Buffalo-based hardcore band Every Time I Die shares the powerful video for their latest single Map Change at NPR. The track appears on their 2016 album Low Teens, which was nominated for the Alternative Press Music Award for Album of the Year.
Revealing the band’s cerebral sensibilities, the Map Change video offers a cinéma vérité look at the hometown of vocalist Keith Buckley, guitarists Andy Williams and Jordan Buckley, drummer Daniel Davison, and bassist Steve Micciche. In creating the video, director Kyle Thrash spent a mid-winter week in Buffalo and emerged with a bleak yet beautiful, Herzog-esque portrait of American despair.
With help from the band, Thrash documented the everyday lives of the city’s locals and found his subjects open to sharing their most intimate moments. As a result, Map Change gives an up-close look at life in trailer parks and strip clubs, at butcher shops and Bingo games. Moving from abandoned churches to high school wrestling matches to roadside fistfights with a whiplash urgency, the video captures the dead-of-winter feeling of the world quite possibly coming to an end.

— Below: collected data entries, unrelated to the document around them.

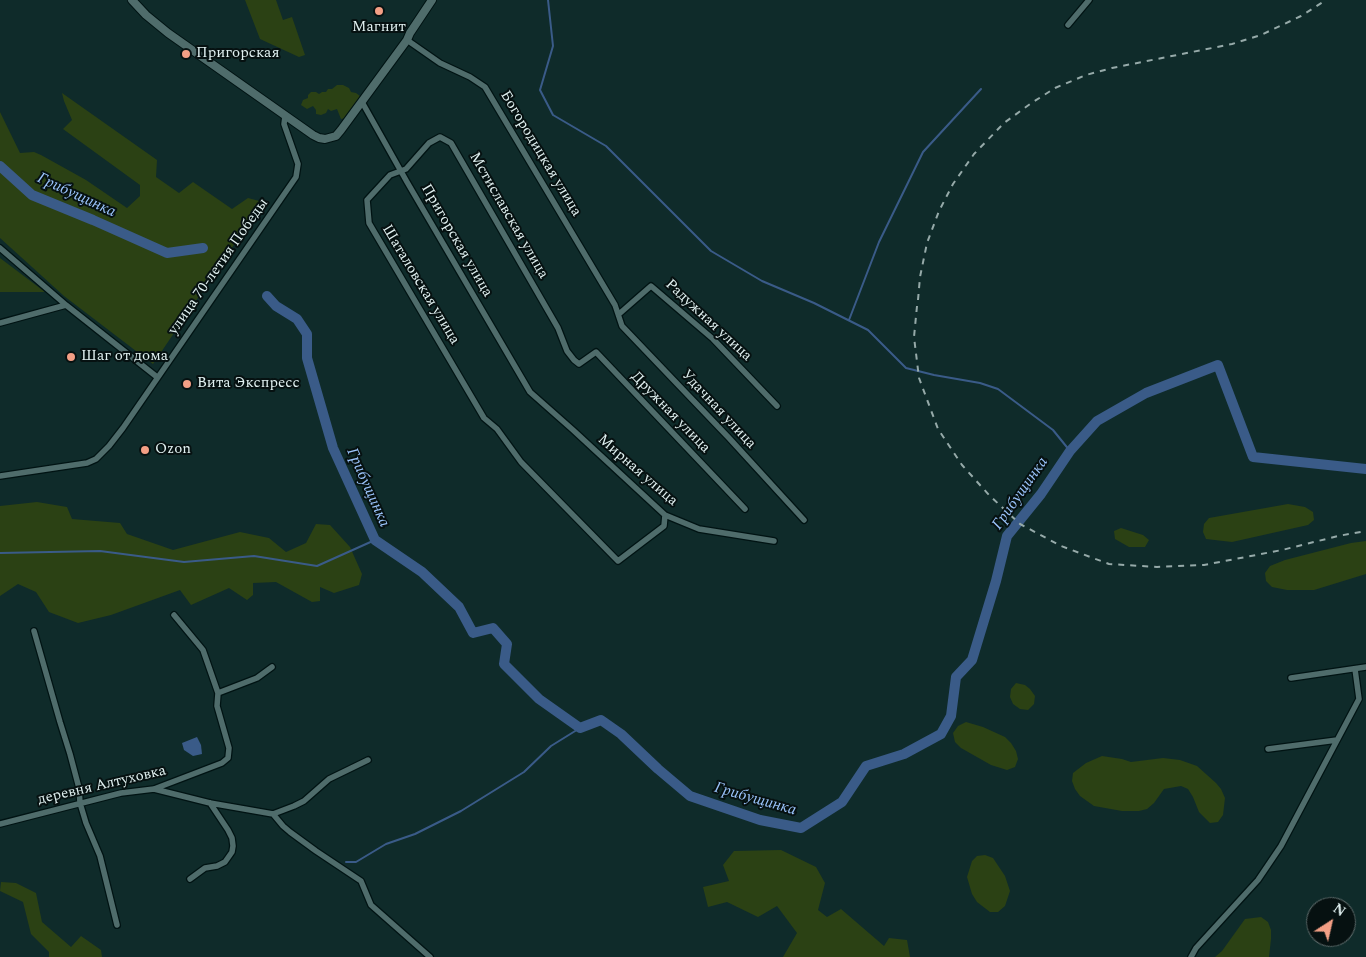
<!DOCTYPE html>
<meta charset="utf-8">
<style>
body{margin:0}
#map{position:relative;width:1366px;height:957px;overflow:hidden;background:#0f2b2a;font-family:Spectral,serif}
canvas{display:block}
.north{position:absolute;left:1306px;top:897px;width:50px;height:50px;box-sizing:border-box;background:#061111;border:1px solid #5e6b6b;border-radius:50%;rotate:35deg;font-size:14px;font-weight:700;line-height:20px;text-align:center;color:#e1f1f1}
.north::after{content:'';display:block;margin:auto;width:18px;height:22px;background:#f39f85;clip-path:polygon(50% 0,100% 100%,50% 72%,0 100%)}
</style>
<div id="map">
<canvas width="1366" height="957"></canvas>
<div class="north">N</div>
</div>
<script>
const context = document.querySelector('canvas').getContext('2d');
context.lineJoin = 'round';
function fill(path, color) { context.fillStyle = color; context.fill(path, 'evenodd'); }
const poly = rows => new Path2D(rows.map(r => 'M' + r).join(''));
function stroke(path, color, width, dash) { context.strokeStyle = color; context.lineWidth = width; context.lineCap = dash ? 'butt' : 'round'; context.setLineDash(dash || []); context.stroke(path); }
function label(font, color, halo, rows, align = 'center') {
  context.font = font + ' Spectral,serif'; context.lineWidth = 4; context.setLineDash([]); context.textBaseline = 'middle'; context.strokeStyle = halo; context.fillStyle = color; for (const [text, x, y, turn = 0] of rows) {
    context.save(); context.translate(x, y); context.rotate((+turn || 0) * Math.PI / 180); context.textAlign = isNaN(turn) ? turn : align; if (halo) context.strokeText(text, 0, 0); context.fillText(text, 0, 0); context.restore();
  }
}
fill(poly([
 [245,0,276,0,283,20,292,17,305,55,299,57,260,39],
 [337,85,343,85,349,88,351,92,356,93,360,96,358,101,346,118,341,119,337,109,331,111,328,109,326,113,321,115,316,114,316,110,313,106,307,109,301,105,303,100,308,98,308,95,311,92,316,92,319,94,322,92,326,92,328,89,332,89],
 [62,93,157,160,156,177,179,193,193,182,232,209,248,198,263,202,153,364,64,296,0,238,0,112,20,153,34,152,41,155,86,180,127,208,140,196,140,185,63,129,72,120,64,101],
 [0,258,45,292,0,292],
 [37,502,67,507,72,519,120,523,127,534,173,550,240,532,269,538,286,552,306,543,316,524,330,525,350,547,362,574,359,585,334,593,320,587,320,601,312,602,276,582,253,583,253,595,247,600,229,588,191,605,180,590,111,615,78,623,49,612,36,592,18,584,0,596,0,506],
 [1288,504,1305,507,1313,512,1314,520,1308,525,1232,542,1206,539,1203,532,1204,524,1209,518],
 [1121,528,1143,535,1149,540,1145,547,1129,547,1115,539,1114,531],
 [1366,541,1366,574,1314,590,1287,590,1272,587,1266,581,1265,573,1270,566,1285,560,1351,543],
 [1016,683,1025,685,1030,689,1035,696,1034,704,1028,710,1020,709,1013,704,1010,697,1011,689],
 [966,722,983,727,1005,737,1011,743,1016,751,1018,759,1015,767,1007,770,991,765,961,748,955,742,953,733,958,726],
 [1102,756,1122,759,1131,762,1163,758,1180,760,1197,766,1216,783,1221,789,1225,798,1223,815,1218,822,1210,823,1199,812,1193,797,1188,789,1181,786,1164,789,1154,803,1147,809,1139,811,1122,811,1094,806,1080,796,1075,789,1072,781,1073,773,1086,763],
 [781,850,816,867,825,883,818,910,827,917,841,909,884,946,889,938,907,940,910,957,783,957,797,933,777,906,758,917,727,902,708,907,703,887,729,881,723,865,734,851],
 [985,855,993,858,1005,876,1010,891,1005,906,998,912,990,912,977,902,972,894,967,877,972,861,977,856],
 [1,882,16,883,36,893,42,922,71,947,81,936,101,950,102,957,49,957,49,952,31,934,23,902,0,891],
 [1261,917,1268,922,1271,930,1271,939,1269,957,1215,957,1222,951,1245,919]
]), '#2b4114');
fill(poly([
 [197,737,201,745,202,754,193,756,184,750,182,743]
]), '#3a5b88');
stroke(poly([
 [548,0,553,46,540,90,553,115,606,146,711,251,762,281,814,303,868,330,906,368,934,375,980,383,998,389,1053,430,1070,451],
 [849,320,879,242,923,152,981,89],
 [0,553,100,551,184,562,254,556,317,566,375,540],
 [346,862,356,862,386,844,415,834,461,811,524,772,551,746,580,728]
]), '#3a5b88', 2);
stroke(poly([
 [0,166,32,195,93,220,167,253,203,248],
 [267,296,276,306,297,319,307,334,307,358,333,448,375,540,422,572,459,607,473,633,493,628,507,644,504,664,539,699,580,728,601,720,621,734,658,769,690,796,760,820,801,828,842,802,866,766,904,754,941,734,951,716,956,677,972,660,996,581,1007,536,1041,494,1070,451,1097,421,1146,393,1218,365,1253,457,1366,469]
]), '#3a5b88', 10);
const street = poly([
 [1068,25,1089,0],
 [407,40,440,63,470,77,485,87,615,305,622,326,729,438,804,520],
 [362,102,407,182,530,392,573,430,665,515,699,529,774,541],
 [0,248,66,305,157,377],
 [619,314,651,286,713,339,777,406],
 [0,323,66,305],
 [0,476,87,463,96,459,109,446,123,428,296,177,298,164,284,124,285,116],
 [665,515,664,526,618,561,521,462,497,429,484,418,369,223,367,200,390,175,406,169,429,143,440,137,451,143,558,328,567,351,574,360,579,364,596,352,745,509],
 [34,631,60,722,70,754,79,788,80,803,86,823,100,856,117,925],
 [1291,678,1366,667],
 [218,693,257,678,272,667],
 [1268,749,1337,740],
 [154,789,210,803,273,814,294,806,304,801,329,779,368,760],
 [273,814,283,826,290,832,316,851,361,881,371,905,430,957],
 [0,824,121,793,154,789,222,763,228,758,229,748,217,706,218,693,203,650,174,615],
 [190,879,205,868,217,866,225,862,232,852,233,846,232,838,228,830,210,803],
 [1191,957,1196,948,1258,880,1281,846,1359,699,1355,669]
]);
const secondary = poly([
 [132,0,146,15,168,33,313,135,319,138,325,139,336,136,341,130,407,40,410,33,432,0]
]);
stroke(street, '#001313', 8);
stroke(secondary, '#001313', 10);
stroke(street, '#4f6c6b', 5.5);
stroke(secondary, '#4f6c6b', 8);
stroke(poly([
 [918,300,920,277,927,243,939,211,953,184,974,154,1004,123,1030,104,1055,88,1086,75,1112,68,1232,44,1261,35,1301,16,1326,0],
 [917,306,914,337,919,378,938,429,962,465,989,495,1020,524,1061,546,1109,564,1157,567,1204,565,1282,550,1338,536,1366,531]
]), '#96aaa9', 2, [6, 6]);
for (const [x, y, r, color] of [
 [379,11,5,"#f39f85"],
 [186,54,5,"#f39f85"],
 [71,357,5,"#f39f85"],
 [187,384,5,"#f39f85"],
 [145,450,5,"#f39f85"]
]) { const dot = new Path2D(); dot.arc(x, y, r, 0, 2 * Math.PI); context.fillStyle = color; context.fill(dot); stroke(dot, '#061111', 2); }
label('15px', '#e1f1f1', '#061111', [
 ["Магнит",379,28,"center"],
 ["Пригорская",196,54],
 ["Шаг от дома",81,357],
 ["Вита Экспресс",197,384],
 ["Ozon",155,450]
], 'left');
label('15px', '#e1f1f1', '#061111', [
 ["Богородицкая улица",540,154,59],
 ["Мстиславская улица",508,216,60],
 ["Пригорская улица",456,241,60],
 ["улица 70-летия Победы",219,267,-55],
 ["Шаталовская улица",420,285,59],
 ["Радужная улица",708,321,43],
 ["Удачная улица",718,410,47],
 ["Дружная улица",670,413,46],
 ["Мирная улица",637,471,41],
 ["деревня Алтуховка",102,786,-13]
]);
label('italic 16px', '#9ac3fa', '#061111', [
 ["Грибущинка",76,196,25],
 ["Грибущинка",367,488,66],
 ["Грибущинка",1021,494,-55],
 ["Грибущинка",755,800,16]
]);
</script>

With its furious energy and undeniable melody, Map Change fully embodies the emotional intensity of Low Teens. Recorded with producer/engineer Will Putney (Acacia Strain, Body Count, Exhumed), Every Time I Die’s eighth full-length came to life after a moment of major crisis for the band’s frontman. While on tour in Toronto in December 2015, Buckley got a call that his wife had been hospitalised with a life-threatening pregnancy complication, and immediately raced home to be by her side. Although both wife and daughter survived, Buckley notes that the experience led to a sense of “abject helplessness, and that entirely new feeling opened up a lot of questions about place and purpose.”
Along with recognising Low Teens in the Album of the Year category, the Alternative Press Music Awards have nominated Jordan Buckley for Best Guitarist and Keith Buckley for Best Vocalist.